══ RECORDED INFORMATION ══

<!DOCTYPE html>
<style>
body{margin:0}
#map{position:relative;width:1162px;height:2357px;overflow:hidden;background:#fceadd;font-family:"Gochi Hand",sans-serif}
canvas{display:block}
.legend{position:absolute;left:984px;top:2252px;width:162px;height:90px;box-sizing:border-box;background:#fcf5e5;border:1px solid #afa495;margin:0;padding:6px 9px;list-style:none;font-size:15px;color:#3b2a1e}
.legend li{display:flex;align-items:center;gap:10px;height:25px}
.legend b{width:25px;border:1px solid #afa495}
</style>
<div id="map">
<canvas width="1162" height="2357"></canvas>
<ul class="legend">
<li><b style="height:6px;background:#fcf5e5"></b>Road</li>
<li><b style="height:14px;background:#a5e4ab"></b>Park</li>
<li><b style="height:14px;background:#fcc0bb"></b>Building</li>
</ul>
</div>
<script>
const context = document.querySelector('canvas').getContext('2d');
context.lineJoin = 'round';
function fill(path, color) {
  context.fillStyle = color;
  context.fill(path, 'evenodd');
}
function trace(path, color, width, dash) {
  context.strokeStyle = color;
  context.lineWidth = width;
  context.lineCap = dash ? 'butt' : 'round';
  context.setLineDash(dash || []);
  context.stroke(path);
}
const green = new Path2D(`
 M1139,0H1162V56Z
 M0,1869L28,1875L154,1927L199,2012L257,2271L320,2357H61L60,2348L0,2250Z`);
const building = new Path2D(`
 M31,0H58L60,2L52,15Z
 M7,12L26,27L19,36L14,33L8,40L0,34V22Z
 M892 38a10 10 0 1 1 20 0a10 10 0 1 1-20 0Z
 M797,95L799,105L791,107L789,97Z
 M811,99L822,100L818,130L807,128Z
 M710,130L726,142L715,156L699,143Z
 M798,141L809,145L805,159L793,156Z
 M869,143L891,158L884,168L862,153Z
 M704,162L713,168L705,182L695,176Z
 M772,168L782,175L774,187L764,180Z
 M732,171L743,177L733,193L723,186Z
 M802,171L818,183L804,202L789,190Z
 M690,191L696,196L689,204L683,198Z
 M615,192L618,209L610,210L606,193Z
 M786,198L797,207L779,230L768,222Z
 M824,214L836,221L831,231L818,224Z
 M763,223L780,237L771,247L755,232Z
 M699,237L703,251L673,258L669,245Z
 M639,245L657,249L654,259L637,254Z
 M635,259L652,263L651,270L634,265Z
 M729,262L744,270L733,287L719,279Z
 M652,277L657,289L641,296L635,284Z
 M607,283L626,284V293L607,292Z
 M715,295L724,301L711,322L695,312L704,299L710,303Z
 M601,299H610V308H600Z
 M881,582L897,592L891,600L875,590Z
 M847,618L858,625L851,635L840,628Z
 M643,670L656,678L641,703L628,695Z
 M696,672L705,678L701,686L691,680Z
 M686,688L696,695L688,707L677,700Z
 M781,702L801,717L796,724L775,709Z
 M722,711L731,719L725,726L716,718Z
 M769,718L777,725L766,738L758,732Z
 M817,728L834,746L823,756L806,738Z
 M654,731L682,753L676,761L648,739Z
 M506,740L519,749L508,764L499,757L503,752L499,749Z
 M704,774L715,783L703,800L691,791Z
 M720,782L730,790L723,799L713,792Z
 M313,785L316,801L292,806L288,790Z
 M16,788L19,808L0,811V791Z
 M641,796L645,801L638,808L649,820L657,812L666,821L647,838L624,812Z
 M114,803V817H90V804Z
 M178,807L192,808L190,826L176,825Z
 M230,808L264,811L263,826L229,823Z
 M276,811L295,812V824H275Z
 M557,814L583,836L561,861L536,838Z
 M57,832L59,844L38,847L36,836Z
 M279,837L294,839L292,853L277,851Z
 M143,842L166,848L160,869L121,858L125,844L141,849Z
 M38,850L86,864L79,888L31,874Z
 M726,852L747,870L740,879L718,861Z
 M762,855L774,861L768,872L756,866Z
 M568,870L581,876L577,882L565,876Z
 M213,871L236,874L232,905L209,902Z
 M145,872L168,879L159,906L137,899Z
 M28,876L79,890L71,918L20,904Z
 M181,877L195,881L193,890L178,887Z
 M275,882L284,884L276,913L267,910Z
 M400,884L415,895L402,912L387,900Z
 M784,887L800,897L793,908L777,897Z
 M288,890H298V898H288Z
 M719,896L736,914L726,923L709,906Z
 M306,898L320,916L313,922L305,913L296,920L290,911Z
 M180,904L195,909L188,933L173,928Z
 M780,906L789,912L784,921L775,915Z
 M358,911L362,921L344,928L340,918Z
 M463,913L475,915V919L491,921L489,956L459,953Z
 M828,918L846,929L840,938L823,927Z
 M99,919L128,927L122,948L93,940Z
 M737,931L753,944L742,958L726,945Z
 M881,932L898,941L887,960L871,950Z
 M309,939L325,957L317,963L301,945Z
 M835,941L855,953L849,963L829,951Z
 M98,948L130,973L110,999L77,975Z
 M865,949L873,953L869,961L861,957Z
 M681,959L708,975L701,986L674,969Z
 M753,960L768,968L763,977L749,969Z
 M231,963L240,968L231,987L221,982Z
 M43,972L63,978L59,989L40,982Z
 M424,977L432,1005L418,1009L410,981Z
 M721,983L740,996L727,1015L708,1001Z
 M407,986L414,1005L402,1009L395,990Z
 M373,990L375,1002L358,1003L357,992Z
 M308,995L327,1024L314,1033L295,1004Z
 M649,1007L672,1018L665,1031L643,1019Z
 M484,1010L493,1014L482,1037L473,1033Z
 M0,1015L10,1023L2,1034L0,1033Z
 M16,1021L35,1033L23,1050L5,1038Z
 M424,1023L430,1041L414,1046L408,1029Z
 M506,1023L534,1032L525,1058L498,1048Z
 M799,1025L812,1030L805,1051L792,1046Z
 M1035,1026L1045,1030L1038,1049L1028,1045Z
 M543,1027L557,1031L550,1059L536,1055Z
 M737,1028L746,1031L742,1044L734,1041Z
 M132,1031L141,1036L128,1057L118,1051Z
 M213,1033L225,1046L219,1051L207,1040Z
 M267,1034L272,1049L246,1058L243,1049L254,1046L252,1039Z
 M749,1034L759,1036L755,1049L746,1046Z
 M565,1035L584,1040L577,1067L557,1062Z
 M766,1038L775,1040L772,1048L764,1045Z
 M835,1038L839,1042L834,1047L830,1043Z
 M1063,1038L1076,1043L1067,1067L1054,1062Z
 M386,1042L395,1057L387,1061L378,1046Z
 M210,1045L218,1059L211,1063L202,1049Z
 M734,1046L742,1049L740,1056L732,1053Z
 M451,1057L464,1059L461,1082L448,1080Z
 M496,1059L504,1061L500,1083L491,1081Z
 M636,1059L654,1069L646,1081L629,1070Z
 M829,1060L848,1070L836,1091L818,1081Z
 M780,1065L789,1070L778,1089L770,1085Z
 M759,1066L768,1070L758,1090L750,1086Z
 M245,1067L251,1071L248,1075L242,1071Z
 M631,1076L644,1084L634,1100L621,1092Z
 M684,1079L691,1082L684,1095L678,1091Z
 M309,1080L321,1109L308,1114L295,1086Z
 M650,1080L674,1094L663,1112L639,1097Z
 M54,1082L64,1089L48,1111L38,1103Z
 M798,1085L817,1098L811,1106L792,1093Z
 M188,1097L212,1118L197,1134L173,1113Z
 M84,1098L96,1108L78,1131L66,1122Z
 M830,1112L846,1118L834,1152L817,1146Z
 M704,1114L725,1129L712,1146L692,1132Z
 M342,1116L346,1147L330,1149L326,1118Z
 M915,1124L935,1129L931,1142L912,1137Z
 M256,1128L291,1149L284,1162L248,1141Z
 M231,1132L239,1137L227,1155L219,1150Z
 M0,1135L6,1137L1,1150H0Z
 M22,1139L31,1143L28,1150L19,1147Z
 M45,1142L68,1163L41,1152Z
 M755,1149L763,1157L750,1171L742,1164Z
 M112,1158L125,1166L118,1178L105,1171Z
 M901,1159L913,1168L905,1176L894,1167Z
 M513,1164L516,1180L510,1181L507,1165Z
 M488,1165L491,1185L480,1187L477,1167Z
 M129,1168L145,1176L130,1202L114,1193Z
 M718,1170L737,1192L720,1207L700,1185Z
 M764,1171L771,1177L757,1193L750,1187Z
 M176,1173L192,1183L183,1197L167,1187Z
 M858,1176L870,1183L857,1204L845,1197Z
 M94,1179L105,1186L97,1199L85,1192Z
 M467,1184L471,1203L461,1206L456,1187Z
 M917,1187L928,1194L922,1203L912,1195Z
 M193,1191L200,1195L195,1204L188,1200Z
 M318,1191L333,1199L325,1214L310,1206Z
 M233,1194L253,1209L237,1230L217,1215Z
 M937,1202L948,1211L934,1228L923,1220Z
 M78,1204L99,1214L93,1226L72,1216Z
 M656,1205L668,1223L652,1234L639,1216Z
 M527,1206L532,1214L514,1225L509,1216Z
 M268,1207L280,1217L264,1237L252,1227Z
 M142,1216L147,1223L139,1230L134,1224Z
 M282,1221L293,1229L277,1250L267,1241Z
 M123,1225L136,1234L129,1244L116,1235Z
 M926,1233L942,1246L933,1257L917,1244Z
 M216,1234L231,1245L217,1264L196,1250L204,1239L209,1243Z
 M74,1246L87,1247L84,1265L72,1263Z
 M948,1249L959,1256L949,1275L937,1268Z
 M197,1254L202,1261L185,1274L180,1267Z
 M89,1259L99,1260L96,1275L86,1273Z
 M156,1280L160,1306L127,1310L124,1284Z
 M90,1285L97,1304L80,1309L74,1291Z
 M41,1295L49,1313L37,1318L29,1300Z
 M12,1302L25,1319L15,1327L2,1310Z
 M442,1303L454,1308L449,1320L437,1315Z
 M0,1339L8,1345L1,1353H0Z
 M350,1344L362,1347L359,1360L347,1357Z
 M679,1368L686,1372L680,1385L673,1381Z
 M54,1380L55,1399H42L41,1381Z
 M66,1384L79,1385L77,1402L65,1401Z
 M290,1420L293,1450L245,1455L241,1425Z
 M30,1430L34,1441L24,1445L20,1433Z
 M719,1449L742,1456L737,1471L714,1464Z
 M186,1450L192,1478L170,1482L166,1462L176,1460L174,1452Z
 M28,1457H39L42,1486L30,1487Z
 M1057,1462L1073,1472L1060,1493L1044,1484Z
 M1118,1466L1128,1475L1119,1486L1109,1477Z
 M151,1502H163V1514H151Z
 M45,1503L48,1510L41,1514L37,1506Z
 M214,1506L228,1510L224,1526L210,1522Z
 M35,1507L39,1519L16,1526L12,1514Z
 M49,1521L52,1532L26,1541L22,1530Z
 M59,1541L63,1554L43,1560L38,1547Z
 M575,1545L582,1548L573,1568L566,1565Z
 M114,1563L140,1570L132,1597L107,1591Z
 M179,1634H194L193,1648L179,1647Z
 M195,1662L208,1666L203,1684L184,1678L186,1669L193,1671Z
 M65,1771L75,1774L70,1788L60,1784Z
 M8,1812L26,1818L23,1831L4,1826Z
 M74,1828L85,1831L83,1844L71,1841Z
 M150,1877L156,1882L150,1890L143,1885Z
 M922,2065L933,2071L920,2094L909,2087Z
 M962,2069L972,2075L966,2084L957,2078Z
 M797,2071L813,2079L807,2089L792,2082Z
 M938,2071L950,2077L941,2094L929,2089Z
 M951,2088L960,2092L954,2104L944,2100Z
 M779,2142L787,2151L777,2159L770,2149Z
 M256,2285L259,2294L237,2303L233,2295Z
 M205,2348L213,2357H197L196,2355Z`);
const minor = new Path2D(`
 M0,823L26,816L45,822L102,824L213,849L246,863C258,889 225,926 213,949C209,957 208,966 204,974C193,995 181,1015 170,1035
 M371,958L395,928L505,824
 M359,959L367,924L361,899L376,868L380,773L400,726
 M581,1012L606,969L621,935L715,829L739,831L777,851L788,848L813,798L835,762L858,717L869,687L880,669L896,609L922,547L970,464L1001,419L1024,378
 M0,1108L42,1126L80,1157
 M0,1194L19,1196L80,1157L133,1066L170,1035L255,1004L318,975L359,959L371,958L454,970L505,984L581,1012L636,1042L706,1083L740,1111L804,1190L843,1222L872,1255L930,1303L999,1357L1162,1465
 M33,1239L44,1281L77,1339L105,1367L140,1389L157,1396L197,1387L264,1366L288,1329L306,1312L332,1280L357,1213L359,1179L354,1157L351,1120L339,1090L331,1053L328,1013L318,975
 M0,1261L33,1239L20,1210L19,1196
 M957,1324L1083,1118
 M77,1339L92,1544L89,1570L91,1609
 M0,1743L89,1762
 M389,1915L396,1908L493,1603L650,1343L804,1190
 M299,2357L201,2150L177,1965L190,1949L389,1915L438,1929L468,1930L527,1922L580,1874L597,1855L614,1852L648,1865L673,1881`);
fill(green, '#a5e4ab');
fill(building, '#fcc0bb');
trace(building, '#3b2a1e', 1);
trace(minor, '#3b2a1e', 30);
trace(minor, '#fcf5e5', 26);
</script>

═══

● ABOUT THIS TASK
From the first line of the listing above to the line that contains "M715,295L724,301L711,322L695,312L704,299L710,303Z", inclusive, restate every line word for word. Nothing else belongs in the answer.

● YOUR RESPONSE
<!DOCTYPE html>
<style>
body{margin:0}
#map{position:relative;width:1162px;height:2357px;overflow:hidden;background:#fceadd;font-family:"Gochi Hand",sans-serif}
canvas{display:block}
.legend{position:absolute;left:984px;top:2252px;width:162px;height:90px;box-sizing:border-box;background:#fcf5e5;border:1px solid #afa495;margin:0;padding:6px 9px;list-style:none;font-size:15px;color:#3b2a1e}
.legend li{display:flex;align-items:center;gap:10px;height:25px}
.legend b{width:25px;border:1px solid #afa495}
</style>
<div id="map">
<canvas width="1162" height="2357"></canvas>
<ul class="legend">
<li><b style="height:6px;background:#fcf5e5"></b>Road</li>
<li><b style="height:14px;background:#a5e4ab"></b>Park</li>
<li><b style="height:14px;background:#fcc0bb"></b>Building</li>
</ul>
</div>
<script>
const context = document.querySelector('canvas').getContext('2d');
context.lineJoin = 'round';
function fill(path, color) {
  context.fillStyle = color;
  context.fill(path, 'evenodd');
}
function trace(path, color, width, dash) {
  context.strokeStyle = color;
  context.lineWidth = width;
  context.lineCap = dash ? 'butt' : 'round';
  context.setLineDash(dash || []);
  context.stroke(path);
}
const green = new Path2D(`
 M1139,0H1162V56Z
 M0,1869L28,1875L154,1927L199,2012L257,2271L320,2357H61L60,2348L0,2250Z`);
const building = new Path2D(`
 M31,0H58L60,2L52,15Z
 M7,12L26,27L19,36L14,33L8,40L0,34V22Z
 M892 38a10 10 0 1 1 20 0a10 10 0 1 1-20 0Z
 M797,95L799,105L791,107L789,97Z
 M811,99L822,100L818,130L807,128Z
 M710,130L726,142L715,156L699,143Z
 M798,141L809,145L805,159L793,156Z
 M869,143L891,158L884,168L862,153Z
 M704,162L713,168L705,182L695,176Z
 M772,168L782,175L774,187L764,180Z
 M732,171L743,177L733,193L723,186Z
 M802,171L818,183L804,202L789,190Z
 M690,191L696,196L689,204L683,198Z
 M615,192L618,209L610,210L606,193Z
 M786,198L797,207L779,230L768,222Z
 M824,214L836,221L831,231L818,224Z
 M763,223L780,237L771,247L755,232Z
 M699,237L703,251L673,258L669,245Z
 M639,245L657,249L654,259L637,254Z
 M635,259L652,263L651,270L634,265Z
 M729,262L744,270L733,287L719,279Z
 M652,277L657,289L641,296L635,284Z
 M607,283L626,284V293L607,292Z
 M715,295L724,301L711,322L695,312L704,299L710,303Z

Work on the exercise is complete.